Flow cytometry analysis included additional markers: CD3, CD19, and CD133 (2 of 3 centers). Centers employed institutional standard procedures for analysis of these markers.

Colony - Forming Unit - Granulocyte Macrophage (CFU-GM)

A 0.2 mL sample of marrow was diluted in an in-house progenitor media containing 2% fetal bovine serum (FBS), 5mL L-Glutamine, 10mL Pen-Strep to a concentration of 3.0 × 106 NC/mL for fresh samples and 0.5–1.0 × 106 NC/mL for post-Isolex® selection and post-shipments samples. The sample was then diluted 1:10 in MethoCult GF H4534 “Complete” Methylcellulose Media containing recombinant cytokines without erythropoietin (StemCell Technologies, Vancouver, British Columbia, Canada). The final concentration was determined and 1.0 mL of the suspension (containing 20,000–40,000 cells) was plated in duplicate on a 12 well tissue culture plate and incubated at 37°C, 5% CO2 in 95% humidity chamber for 15 days. CFU-GM colonies containing > 40 cells were scored using a dissecting microscope. CFU-GM colonies were enumerated and averaged between the two wells.

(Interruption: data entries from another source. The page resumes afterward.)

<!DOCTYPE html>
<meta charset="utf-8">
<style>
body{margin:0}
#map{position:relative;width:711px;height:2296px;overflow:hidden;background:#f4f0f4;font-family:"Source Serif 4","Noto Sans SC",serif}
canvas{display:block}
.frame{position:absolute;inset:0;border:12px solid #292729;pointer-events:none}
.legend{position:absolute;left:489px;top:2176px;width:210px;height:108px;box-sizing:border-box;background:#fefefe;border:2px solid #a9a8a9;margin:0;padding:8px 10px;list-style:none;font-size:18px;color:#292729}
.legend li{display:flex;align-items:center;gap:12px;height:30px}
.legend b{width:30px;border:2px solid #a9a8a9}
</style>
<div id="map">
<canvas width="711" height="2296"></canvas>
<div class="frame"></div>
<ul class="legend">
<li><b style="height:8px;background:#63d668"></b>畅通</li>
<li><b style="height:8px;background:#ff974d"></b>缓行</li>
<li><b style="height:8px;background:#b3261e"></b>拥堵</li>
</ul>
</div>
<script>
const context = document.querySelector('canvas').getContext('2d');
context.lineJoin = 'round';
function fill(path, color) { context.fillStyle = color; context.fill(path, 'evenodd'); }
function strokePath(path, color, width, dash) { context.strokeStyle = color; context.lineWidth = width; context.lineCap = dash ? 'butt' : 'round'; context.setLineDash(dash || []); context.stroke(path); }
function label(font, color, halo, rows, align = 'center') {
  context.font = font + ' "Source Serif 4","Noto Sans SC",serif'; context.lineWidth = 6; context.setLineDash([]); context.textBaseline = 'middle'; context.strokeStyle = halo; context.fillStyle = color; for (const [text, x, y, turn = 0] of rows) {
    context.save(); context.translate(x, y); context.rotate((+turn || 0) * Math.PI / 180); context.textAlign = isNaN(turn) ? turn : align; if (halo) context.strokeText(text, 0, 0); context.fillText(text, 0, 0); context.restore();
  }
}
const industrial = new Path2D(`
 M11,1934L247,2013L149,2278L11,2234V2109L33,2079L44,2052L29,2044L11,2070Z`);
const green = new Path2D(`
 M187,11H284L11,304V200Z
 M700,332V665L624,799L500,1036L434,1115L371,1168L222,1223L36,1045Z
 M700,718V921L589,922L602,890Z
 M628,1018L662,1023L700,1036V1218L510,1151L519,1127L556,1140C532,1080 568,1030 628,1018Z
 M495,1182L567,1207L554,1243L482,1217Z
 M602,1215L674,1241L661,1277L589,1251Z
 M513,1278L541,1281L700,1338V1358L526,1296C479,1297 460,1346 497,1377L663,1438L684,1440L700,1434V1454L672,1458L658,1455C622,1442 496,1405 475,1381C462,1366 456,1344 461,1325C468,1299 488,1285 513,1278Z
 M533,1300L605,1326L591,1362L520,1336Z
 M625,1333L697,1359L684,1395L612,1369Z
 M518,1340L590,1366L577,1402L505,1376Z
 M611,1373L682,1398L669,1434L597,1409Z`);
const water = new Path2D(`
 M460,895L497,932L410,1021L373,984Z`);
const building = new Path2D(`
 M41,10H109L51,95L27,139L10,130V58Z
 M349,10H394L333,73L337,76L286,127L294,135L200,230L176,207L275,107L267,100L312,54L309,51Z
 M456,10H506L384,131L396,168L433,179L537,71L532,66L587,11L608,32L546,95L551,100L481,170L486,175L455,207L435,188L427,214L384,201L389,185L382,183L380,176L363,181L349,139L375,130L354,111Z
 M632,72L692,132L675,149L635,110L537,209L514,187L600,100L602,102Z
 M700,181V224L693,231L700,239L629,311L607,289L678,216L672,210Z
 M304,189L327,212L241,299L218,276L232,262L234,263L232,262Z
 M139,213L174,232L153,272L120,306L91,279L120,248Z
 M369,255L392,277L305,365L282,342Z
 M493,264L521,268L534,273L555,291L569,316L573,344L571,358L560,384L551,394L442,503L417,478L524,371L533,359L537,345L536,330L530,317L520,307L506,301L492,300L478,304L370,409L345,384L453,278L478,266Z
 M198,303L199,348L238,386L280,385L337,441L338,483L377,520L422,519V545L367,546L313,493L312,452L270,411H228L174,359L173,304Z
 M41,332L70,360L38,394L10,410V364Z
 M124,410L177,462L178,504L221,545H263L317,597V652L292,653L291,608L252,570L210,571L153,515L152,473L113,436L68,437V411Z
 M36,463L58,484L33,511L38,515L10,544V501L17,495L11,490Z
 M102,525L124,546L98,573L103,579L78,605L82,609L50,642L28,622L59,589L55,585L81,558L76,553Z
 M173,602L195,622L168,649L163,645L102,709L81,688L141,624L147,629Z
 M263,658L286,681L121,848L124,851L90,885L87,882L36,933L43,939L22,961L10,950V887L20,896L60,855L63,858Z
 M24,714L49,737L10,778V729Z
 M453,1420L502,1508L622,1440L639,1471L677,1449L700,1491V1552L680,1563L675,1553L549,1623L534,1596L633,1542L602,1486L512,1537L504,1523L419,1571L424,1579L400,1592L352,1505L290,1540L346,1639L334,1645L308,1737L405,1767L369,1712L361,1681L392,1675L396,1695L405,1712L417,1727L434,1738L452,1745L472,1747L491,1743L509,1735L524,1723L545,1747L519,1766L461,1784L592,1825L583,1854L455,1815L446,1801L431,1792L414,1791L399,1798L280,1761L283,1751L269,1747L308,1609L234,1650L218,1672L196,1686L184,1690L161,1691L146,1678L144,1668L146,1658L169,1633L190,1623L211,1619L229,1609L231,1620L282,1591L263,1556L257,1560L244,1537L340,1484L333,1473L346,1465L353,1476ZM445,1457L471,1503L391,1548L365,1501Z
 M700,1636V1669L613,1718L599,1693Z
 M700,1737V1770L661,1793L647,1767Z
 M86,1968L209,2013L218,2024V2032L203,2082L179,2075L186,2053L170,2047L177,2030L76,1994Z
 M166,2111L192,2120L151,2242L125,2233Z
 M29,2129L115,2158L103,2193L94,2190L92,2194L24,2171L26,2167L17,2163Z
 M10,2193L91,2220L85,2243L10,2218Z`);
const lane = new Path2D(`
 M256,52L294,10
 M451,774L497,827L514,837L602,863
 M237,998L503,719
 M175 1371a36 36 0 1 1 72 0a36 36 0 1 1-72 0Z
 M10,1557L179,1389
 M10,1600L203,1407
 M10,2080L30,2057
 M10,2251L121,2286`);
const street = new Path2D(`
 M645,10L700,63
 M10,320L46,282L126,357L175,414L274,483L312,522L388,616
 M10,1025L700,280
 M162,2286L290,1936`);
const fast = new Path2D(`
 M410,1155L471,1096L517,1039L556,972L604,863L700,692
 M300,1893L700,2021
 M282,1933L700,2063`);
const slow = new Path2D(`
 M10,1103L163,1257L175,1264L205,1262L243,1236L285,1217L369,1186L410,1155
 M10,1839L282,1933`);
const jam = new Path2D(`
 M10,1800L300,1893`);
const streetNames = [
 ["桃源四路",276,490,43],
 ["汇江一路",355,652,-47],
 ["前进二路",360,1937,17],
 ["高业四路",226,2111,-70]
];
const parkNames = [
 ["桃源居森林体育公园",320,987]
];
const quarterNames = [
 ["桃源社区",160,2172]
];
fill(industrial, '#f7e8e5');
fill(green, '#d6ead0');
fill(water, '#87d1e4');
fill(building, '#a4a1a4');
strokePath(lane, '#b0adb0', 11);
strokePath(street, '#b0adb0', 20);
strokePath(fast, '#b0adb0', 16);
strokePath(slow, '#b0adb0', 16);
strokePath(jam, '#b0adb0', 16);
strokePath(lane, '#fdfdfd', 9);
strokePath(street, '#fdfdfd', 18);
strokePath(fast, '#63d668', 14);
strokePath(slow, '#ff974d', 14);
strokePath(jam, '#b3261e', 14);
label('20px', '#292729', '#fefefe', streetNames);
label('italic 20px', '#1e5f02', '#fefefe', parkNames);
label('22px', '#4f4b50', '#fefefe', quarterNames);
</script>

A 2.0 mL cell aliquot was removed from the product for sterility testing on the BACTEC System (BD Biosciences, Franklin Lakes, NJ). Aerobic and anaerobic cultures were performed and held for a total of 14 days before being considered as negative.


Tables 1a–c summarize the results of the initial studies (Phase I) conducted at the University of Minnesota. Bone marrow samples averaged 58.1 mL (n=4, range 51.0 – 62.4 mL) for the small volume and 105.9 mL (n=5, range 88.8 – 120 mL) for the large volume. Mean cell concentration was 2.36 × 107 cells/mL for the small volume samples and 2.79 × 107 cells/mL for the larger volume samples. Mean CD34+ cell recovery for Phase I post-Isolex® selection samples was 104.1% for smaller volume samples and 103.3% for larger volume samples. Mean CD34+ cell recovery for Phase I post-shipment samples was 106.8% for smaller volume samples and 116.4% for larger volume samples. Viability results (7-AAD) were excellent at all stages of sample processing with a mean of 98.1% (initial), 98.5% (post-Isolex® selection), and 97.7% (post-shipping). Pre-processing CFU-GM averaged 1192 colonies/106 cells plated; post-Isolex® selection and post-shipping CFU-GM averages were excellent as expected, greater than 5635 colonies/106 cells plated and greater than 4255 colonies/106 cells plated, respectively. Sterility testing for all bone marrow samples was negative.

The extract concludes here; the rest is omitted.